According to an ex-Trebia executive, Stroh broke the news that the company would be shutting down yesterday at a lunchtime meeting at its Acton, Mass., headquarters. "There were around 30 at the lunch... not too many happy faces," says the company insider. At last count, Trebia had 38 employees.
Trebia, founded in July 2000, had received about $40 million in funding from Allianz of America Inc., Atlas Venture, BancBoston Ventures, Deutsche Banc Alex Brown LLC, Kodiak Venture Partners, Raza Foundries, and VantagePoint Venture Partners (see Trebia's $40M Secret).
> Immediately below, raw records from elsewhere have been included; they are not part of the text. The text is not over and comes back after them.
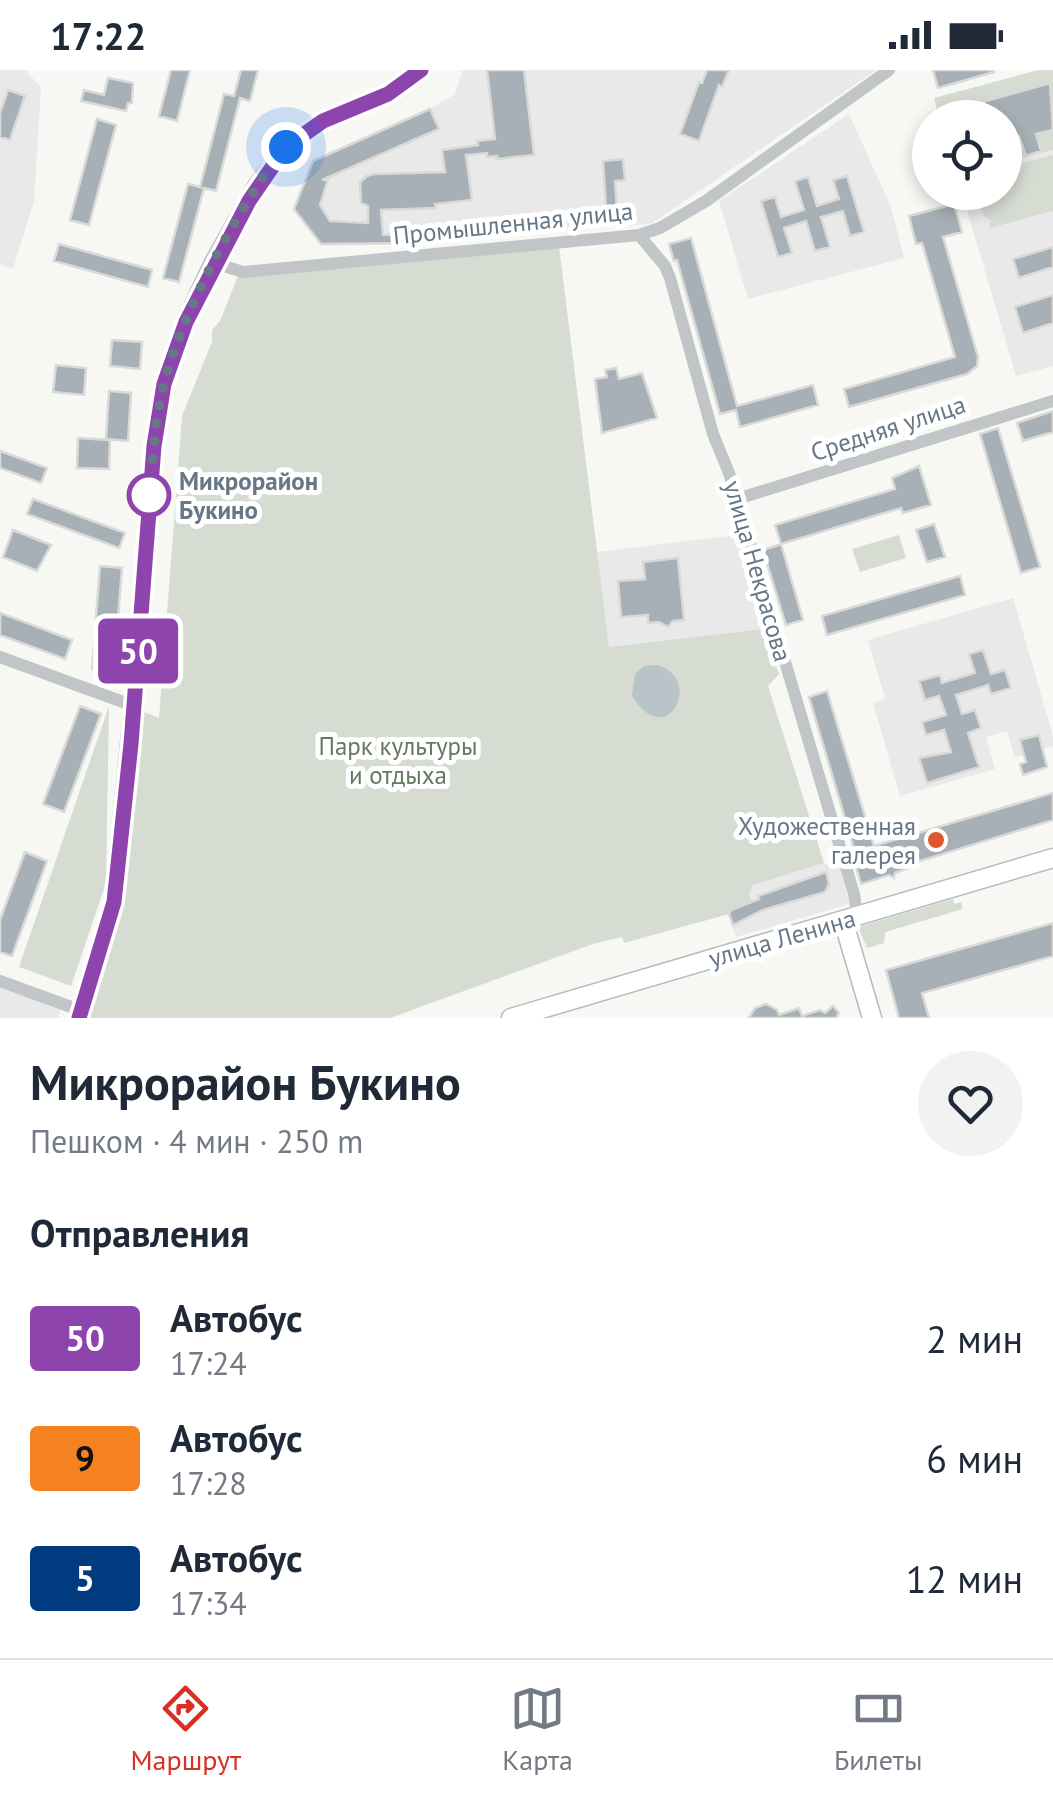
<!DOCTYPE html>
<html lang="ru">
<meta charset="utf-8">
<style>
:root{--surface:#fff;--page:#f2f2f3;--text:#1f2937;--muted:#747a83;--line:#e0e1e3;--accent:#d93025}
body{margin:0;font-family:"PT Sans",sans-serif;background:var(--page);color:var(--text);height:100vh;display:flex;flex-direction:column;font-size:38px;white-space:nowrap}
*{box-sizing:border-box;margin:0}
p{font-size:32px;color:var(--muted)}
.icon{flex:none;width:55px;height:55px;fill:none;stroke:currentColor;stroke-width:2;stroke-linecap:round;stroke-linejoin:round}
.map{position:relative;height:948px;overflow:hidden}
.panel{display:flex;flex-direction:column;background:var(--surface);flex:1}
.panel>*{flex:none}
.badge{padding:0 20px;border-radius:8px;font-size:35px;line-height:65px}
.controls{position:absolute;left:912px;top:30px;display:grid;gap:20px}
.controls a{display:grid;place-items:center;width:110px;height:110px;border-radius:50%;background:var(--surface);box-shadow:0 5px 15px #0003;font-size:50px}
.you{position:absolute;width:50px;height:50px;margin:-25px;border:8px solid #fff;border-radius:50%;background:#1a73e8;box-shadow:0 0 0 15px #1a73e833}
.map>.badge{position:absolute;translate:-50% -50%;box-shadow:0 0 0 5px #fff}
h2{padding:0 30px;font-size:38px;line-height:90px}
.round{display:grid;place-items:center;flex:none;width:105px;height:105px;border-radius:52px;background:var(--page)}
.head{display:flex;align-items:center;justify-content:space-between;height:170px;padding:0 30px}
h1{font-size:48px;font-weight:700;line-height:75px}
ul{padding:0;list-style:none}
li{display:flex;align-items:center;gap:30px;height:120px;padding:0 30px}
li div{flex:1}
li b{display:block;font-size:38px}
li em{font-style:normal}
li .badge{min-width:110px;font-weight:700;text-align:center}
.status{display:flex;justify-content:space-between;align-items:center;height:70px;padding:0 50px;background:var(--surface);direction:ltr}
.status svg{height:28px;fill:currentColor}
.menu{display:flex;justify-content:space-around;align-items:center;height:140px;border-top:2px solid var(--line);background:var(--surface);font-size:28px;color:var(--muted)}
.menu a{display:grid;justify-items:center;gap:5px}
.menu .on{color:var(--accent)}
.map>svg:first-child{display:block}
.built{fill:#e8e9e8}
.green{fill:#d7dcd3}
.water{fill:#b9c4c9}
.building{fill:#a7b0b6;stroke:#d9d9d7;stroke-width:2.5}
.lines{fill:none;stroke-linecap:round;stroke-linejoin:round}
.secondary-casing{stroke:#b5babf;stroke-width:21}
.street{stroke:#c1c5c8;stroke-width:12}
.secondary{stroke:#fff;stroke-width:18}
.line-casing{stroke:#fff;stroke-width:22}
.line{stroke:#8e44ad;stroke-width:15}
.walk{stroke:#677785;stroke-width:10;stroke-dasharray:0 18}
.stop-dot{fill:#fff;stroke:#8e44ad;stroke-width:5}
.poi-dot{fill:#df572c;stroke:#fff;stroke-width:4}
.labels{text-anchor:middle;stroke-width:10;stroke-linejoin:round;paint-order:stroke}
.street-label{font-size:25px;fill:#677785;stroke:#fff}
.stop-label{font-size:25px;font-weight:bold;fill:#677785;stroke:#fff;text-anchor:start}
.park-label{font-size:25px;fill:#667762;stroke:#fff}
.poi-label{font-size:25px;fill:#677785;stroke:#fff;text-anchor:end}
</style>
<div class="status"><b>17:22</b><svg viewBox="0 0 49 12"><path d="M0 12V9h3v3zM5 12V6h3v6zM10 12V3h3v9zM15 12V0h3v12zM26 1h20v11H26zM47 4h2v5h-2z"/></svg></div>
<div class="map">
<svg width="1053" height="948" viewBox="0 0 1053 948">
<rect width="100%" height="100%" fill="#f7f7f4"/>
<path class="built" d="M0,0H25L41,17L34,131L13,199L0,195Z
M463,0H876L651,154L370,174L367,153L330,151L320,135L329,107L438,58L430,39L455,24Z
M849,44L891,137L904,188L748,229L719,131Z
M1053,80V296L1016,306L962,123L1005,122V92Z
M737,465L762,559L609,577L597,482Z
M1013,528L1053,666V676L1015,687L1007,661L986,667L995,699L900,726L873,633L885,628L868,570Z
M824,793L840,798L849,834L736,867L728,844L753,815Z
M0,915L61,938L58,948H0Z"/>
<path class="green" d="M1038,0H1053V80L1005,92V48L939,47L934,28Z
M1053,85V141L990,158L989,152L992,151L984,146L977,123L1005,122V98Z
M559,176L609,577L762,559L779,604L768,616L824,793L753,815L749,824L752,832L732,840L729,844L624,873L622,867L593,874L390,948H89L122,840L144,642L159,648L182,346L212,272V260L220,251L238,206Z
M899,465L906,488L860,502L852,479Z
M109,636L106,813L71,916L19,897Z
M953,829L954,834L961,832L963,839L885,862L884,873L867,878L858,857Z"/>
<path class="water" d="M656,595C705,606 668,684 632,626L635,604L644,596Z"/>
<path class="building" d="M171,0H190L177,51L159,46Z
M241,0H258L250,31L240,28L216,121L200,117L224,24L234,26Z
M487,0H524L534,85L497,89V86L487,87V83L466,85L472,130L435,134L436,138L381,140L383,165L417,164L418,173L321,174L294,139L313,91L430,39L439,59L322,110L328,109L320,135L330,151L368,153V136L361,133L360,112L367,106L374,104L445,102L442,80L478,75L477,71L495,69Z
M707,0H729L722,17L719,15L699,71L680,64L699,12L702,13Z
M933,0H994V2L938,18Z
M108,8L133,13L132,33H128L126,41L81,31L84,20L104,25Z
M1050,13L1053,60L1036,64L1041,81L1026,86L1019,66L1005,70V48H960L958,39Z
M8,20L25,26L10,70L0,67V43Z
M97,49L116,55L89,155L70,150Z
M623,89L625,110L615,111L618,154L578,157L577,140L606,137L603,91Z
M847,106L864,162L850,166L843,141L821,147L830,177L815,181L806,151L784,158L792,183L778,187L761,131L775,127L781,147L804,140L795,111L808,107L817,136L839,129L833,110Z
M188,114L204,118L179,212L163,208Z
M954,134L962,162L943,167L978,287L977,296L967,304L849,337L844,319L955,287L922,173L916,174L909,146Z
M691,168L737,336L813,315L818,335L740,357L736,340L720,344L677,190L674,191L669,174Z
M59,174L152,200L148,217L54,191Z
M1053,177V197L1019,208L1013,189Z
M1053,225V253L1023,263L1015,237Z
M112,270L142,272L140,299L110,296Z
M56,295L86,298L84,325L53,322Z
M616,298L619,309L642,303L657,348L602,363L595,309L607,307L605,300Z
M109,321L131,323L128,371L106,369Z
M1053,341V362L1023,371L1017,353Z
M998,358L1040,497L1021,503L980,364Z
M78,368L110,370L109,399L77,398Z
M0,381L47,398L41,413L0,398Z
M919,396L931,435L903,443L901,438L781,474L775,455L895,419L892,408Z
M33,429L125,463L119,478L27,444Z
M934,454L945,487L927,492L916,460Z
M13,460L51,475L37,501L3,487Z
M781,474L803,550L786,555L763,480Z
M678,488L684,550L673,551L668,557L659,552L648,553V545L621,547L618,511L645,509L643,492Z
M100,496L122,498L114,600L92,599Z
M960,506L965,525L827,565L822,546Z
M0,543L72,570L65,589L0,565Z
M983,580L991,604L1005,600L1011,618L991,624L988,615L956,625L962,644L975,640L981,658L968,663L979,697L927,713L919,688L951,682L944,660L926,665L922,652L946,645L939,626L925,630L919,611L940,605L942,613L975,603L969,584Z
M827,621L874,776L1053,723V750L910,794L911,797L895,803L894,808L889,805L861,814L852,783L855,782L809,627Z
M80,636L101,644L64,742L43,734Z
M1039,665L1047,697L1023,705L1020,694L1026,692L1020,670Z
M25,782L47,791L12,886L0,882V850Z
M826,802L829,814L825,822L763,840L733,855L729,844L731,840L759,829L758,826Z
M1053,853V886L922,923L929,948H899L886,900Z
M766,934L777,940L779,945L799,938L802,946L820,940L825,943L833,936L839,943L836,948H749L755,938Z"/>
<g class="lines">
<g class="secondary-casing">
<path id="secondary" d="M843,850L872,948
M79,948L114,832L134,636L154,376L164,314L186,252L214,193L257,117L286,77L323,51L388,24L421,0
M511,948L1053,788"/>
</g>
<path class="street" d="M639,165L665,196L670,208L713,364L729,403L854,824L857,846
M214,193L243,202L639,165L660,158L706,131L889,0
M737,429L1053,331
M0,587L134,636
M0,911L82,941"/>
<use href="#secondary" class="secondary"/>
</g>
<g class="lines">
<g class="line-casing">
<path id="line" d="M79,948L114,832L131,674L154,376L164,314L186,252L249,131L286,77L323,51L388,24L421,0"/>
</g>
<use href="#line" class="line"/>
<path class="walk" d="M149,425C153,389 155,353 163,318C179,248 240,132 286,77"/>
</g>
<circle class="stop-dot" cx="149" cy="425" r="20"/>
<circle class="poi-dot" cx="936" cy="770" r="10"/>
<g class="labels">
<g class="street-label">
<text transform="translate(513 153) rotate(-6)" y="9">Промышленная улица</text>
<text transform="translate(888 358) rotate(-18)" y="9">Средняя улица</text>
<text transform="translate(758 501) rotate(74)" y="9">улица Некрасова</text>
<text transform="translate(782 868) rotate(-16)" y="9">улица Ленина</text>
</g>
<g class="stop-label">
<text x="179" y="420">Микрорайон<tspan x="179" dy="29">Букино</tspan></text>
</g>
<g class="park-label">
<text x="398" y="685">Парк культуры<tspan x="398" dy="29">и отдыха</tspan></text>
</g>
<g class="poi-label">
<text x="916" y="765">Художественная<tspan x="916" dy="29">галерея</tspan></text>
</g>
</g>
</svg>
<div class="controls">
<a><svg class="icon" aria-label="locate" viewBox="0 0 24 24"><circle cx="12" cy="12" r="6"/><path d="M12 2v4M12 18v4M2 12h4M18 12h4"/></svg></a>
</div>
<div class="you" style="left:286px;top:77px"></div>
<b class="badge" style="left:138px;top:581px;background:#8e44ad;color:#fff">50</b>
</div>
<section class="panel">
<div class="head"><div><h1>Микрорайон Букино</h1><p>Пешком · 4 мин · 250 m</p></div><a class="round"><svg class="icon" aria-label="heart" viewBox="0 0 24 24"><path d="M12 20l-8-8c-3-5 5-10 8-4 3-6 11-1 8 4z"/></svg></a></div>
<h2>Отправления</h2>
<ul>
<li><span class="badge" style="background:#8e44ad;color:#fff">50</span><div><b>Автобус</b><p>17:24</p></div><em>2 мин</em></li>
<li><span class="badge" style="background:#f58220;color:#111">9</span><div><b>Автобус</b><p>17:28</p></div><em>6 мин</em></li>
<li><span class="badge" style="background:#003b80;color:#fff">5</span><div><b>Автобус</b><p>17:34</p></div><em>12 мин</em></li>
</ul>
</section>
<nav class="menu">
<a class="on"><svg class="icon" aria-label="directions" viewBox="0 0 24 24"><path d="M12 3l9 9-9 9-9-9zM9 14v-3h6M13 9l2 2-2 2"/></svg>Маршрут</a>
<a><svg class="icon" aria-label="map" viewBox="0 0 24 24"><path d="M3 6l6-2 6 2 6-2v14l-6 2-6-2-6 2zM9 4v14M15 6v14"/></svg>Карта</a>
<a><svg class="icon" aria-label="tickets" viewBox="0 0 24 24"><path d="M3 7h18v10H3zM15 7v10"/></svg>Билеты</a>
</nav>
In May, Trebia's VCs committed an additional round of funding, estimated to be approximately $10 million, concurrent with bringing Stroh on board as CEO (see Trebia Gets Second Wind and Is Trebia Up for Sale?).
An executive with a storage networking startup, who declined to be named, said Trebia had great technology but that it had simply brought its products out too early. "In the old days, it would have been a no-brainer -- they would put another Series C of $10 million or $20 million and wait for the market to come back around," he says.
Surely another problem for Trebia was the overcrowded field of companies pushing storage-acceleration silicon. Trebia's competitors included Adaptec Inc. (Nasdaq: ADPT), Alacritech Inc., Astute Networks Inc., iReady Corp., QLogic Corp. (Nasdaq: QLGC), and Silverback Systems Inc.. In addition, Intel Corp. (Nasdaq: INTC) has said it's working on a storage-acceleration chip.